Cohere for AI announced Aya 23, a family of large language models focusing on multilingual capabilities based on 23 languages. Aya 23 model was released in 2 variants by Cohere – Aya 23 8B and 35B. Aya 23 model family is primarily based on Cohere’s Command models, which are pre-trained using a data mixture comprising 23 languages, and Aya multilingual instruction style collection.
Table of Content
- Overview of Aya 23 and its Significance in Multilinguality
- Aya Family of Models
- Benchmark Results
Overview of Aya 23 and its Significance in Multilinguality
Aya 23 is a SOTA expansion based on the Aya 101 model. Aya 23’s variants – 8B and 35B parameter sizes, outperform previous multilingual language models such as Aya 101, Gemma, Mistral and Mixtral based on an extensive range of discriminative and generative tasks.
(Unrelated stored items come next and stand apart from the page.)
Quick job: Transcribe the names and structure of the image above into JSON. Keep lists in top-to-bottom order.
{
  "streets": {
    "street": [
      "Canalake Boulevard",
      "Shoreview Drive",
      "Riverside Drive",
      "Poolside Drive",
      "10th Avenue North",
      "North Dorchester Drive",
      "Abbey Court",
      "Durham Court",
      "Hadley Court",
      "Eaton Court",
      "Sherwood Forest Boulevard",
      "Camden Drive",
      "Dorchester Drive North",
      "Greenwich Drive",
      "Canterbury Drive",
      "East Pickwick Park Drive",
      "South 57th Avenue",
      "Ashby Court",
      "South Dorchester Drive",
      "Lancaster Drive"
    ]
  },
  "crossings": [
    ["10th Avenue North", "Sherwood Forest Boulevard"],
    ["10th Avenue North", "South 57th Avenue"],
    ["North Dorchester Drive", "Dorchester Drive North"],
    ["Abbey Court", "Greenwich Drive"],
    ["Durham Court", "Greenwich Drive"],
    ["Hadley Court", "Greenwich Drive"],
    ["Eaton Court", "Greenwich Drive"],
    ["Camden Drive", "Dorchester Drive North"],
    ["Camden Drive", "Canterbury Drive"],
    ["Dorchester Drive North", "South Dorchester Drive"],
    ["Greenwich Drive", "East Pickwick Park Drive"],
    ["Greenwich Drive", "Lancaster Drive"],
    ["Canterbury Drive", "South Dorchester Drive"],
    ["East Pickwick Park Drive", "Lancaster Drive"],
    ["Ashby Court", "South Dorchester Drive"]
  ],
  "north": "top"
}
Cohere4AI released the open weights for both 8B and 35B Aya 23 models on Hugging Face for experimentation, research and audit (https://huggingface.co/spaces/CohereForAI/aya-23?ref=cohere-ai.ghost.io).
The Aya 23 models are trained on data from 23 languages using a standard decoder-only transformer architecture having key features such as SwiGLU activation function, Rotary positional embeddings (ROPE) for better context, 256k vocabulary size BPE(Byte-Pair Encoding) tokenizer trained on a balanced subset of pre-training data. These pre-trained models are then instruction fine-tuned on a mixture of multilingual data.
Aya Family of Models
The Aya initiative consists of 3 Models – Aya 23-8B, Aya 23-35B and Aya 101. The Aya 101 launched in Feb’2024 has a core strength of handling 101 languages. Aya 101 model is a finetuned 13B mT5 model using an instruction mixture based on data sourced from a variety of sources such as:
- xP3x Dataset (Cross-Lingual Public Pool of Prompt eXtended) – xP3x is a mixture of tasks in 277 languages with English prompts, A subset of xP3x was considered which focused on 101 languages.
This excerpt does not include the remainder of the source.